人一人分を開けて一宮様の後ろを歩きます。 

「なぜ後ろを歩くんだ。話しづらいだろう?隣にきてくれ。」 

「え?ええ。失礼いたしました。」 

「そうそう。はははっ、隣にきてくれたのに、そんなに離れて歩くなんて。ふっ」 

一宮様の隣を大きな人一人分あけて歩きます。 

足の長い一宮様がゆっくりと私の歩調に合わせて歩いてくだっております。
誰かにこうして歩調を合わせて歩いてもらうことが、こんなに安心感を与えてくれることを初めて知ることができました。 

◇◇◇◇

「ここはよく墓参りの帰りに世話になっているんだ。味は確かだから安心してくれ。」 

「墓地のすぐ近くなのですね。私もこれから妙子さまのお墓参りの際には立ち寄らせていただこうかしら。
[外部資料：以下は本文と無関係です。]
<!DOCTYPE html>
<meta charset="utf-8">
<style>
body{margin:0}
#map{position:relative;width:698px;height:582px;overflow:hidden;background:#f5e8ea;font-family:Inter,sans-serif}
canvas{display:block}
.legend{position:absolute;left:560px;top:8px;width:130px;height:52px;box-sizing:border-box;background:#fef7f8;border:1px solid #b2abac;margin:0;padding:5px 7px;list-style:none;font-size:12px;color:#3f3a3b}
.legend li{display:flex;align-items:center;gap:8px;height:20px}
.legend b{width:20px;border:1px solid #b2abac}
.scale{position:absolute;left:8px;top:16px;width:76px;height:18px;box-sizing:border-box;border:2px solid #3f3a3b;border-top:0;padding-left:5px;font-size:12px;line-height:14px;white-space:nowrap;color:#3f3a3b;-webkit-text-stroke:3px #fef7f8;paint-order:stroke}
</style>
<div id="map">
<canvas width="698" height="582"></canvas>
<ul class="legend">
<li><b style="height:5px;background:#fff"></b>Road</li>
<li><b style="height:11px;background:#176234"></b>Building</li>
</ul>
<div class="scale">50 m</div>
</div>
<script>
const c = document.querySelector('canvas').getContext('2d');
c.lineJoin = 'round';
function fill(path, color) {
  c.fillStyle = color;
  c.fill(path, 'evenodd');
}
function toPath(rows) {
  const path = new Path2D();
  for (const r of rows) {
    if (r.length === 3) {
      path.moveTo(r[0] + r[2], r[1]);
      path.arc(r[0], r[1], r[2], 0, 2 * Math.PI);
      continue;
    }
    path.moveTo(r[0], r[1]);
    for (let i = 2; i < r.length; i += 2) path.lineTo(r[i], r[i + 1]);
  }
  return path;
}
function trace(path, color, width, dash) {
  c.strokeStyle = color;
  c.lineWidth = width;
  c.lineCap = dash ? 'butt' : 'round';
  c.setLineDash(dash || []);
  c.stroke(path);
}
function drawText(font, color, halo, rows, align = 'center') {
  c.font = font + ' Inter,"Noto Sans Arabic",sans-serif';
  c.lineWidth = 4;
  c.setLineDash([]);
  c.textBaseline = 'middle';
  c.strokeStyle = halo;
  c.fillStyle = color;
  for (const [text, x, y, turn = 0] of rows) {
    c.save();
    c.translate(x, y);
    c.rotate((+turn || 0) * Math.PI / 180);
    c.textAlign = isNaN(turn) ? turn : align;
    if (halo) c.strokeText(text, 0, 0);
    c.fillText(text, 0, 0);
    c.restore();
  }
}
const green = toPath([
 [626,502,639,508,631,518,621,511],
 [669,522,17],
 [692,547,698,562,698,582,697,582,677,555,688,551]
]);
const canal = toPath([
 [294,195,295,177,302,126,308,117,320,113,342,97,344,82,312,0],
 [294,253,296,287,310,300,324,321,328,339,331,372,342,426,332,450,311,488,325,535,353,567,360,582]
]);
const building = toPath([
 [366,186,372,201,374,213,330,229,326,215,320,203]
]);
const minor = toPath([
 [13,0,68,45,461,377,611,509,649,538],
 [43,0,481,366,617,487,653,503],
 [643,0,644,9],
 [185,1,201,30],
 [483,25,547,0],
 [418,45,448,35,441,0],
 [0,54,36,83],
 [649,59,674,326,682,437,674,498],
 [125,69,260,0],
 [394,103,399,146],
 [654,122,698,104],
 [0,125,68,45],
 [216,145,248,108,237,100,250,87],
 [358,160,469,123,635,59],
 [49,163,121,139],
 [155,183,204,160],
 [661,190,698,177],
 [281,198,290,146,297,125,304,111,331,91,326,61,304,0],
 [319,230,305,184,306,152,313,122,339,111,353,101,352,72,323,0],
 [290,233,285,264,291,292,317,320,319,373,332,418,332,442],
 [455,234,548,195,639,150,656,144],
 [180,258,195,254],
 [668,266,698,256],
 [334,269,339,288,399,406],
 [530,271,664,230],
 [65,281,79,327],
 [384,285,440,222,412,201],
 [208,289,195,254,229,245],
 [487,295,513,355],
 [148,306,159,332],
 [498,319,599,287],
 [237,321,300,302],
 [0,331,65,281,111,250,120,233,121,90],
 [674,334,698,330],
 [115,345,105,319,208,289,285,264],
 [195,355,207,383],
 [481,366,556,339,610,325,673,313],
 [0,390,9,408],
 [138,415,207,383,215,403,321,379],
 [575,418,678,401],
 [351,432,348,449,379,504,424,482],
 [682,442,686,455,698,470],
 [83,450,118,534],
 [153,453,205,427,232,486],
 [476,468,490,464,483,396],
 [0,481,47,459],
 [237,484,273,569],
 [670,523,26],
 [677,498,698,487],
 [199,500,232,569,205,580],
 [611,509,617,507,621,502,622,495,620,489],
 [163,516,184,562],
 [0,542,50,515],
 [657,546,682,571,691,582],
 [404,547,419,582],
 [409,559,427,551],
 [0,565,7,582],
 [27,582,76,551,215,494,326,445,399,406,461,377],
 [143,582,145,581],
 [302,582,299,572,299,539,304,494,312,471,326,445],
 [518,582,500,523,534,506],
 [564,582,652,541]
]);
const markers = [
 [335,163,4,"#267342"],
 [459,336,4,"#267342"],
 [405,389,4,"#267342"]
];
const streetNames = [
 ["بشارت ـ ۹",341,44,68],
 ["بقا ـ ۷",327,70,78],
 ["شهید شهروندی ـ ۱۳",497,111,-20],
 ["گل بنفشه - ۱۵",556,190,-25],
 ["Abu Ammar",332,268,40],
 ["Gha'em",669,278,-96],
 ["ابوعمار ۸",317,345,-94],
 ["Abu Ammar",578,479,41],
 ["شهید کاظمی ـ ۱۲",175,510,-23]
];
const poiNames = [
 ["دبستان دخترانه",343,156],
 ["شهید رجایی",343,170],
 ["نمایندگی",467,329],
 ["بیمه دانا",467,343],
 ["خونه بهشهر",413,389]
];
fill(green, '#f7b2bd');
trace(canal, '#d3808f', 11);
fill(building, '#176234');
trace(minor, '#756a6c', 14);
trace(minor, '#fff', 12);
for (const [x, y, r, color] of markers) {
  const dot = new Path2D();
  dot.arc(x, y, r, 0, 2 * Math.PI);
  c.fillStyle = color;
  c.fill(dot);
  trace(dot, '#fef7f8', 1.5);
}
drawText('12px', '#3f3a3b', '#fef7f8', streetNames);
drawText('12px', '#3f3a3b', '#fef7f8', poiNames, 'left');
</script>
」 

「ああ、それがいい。さあ、何にしようか。」 

「そうですね…私はこのスープを頂きます。」 

「は?スープ?昼にこのスープだけとかいわないよな?」 

「駄目…ですか? 

「いや、すまない。言い方が悪かった。余計なお世話を承知で言わせてもらうが出来たら君はもう少し食べた方がいい。ああ、そうだ。いろいろ頼んでみよう。小雪さんが好きなのを食べたらいい。」 

「そんな、残してしまいます。」 

「ああ、それは問題ない。俺はこう見えて大食漢なんだ。」 

「大食漢…ですか?」 

「ああ、大食漢、だ。」 

「はっ…ふふふっ!では大船に乗ったつもりで頂きます。」 

「ああっ、任せてくれ!」 

「お待たせいたしました。」 

次から次に料理が並べられていきます。二人掛けのテーブルに料理が入りきらないため、予備のテーブルが側付けされてその上にさらにお料理が載せられていきます。 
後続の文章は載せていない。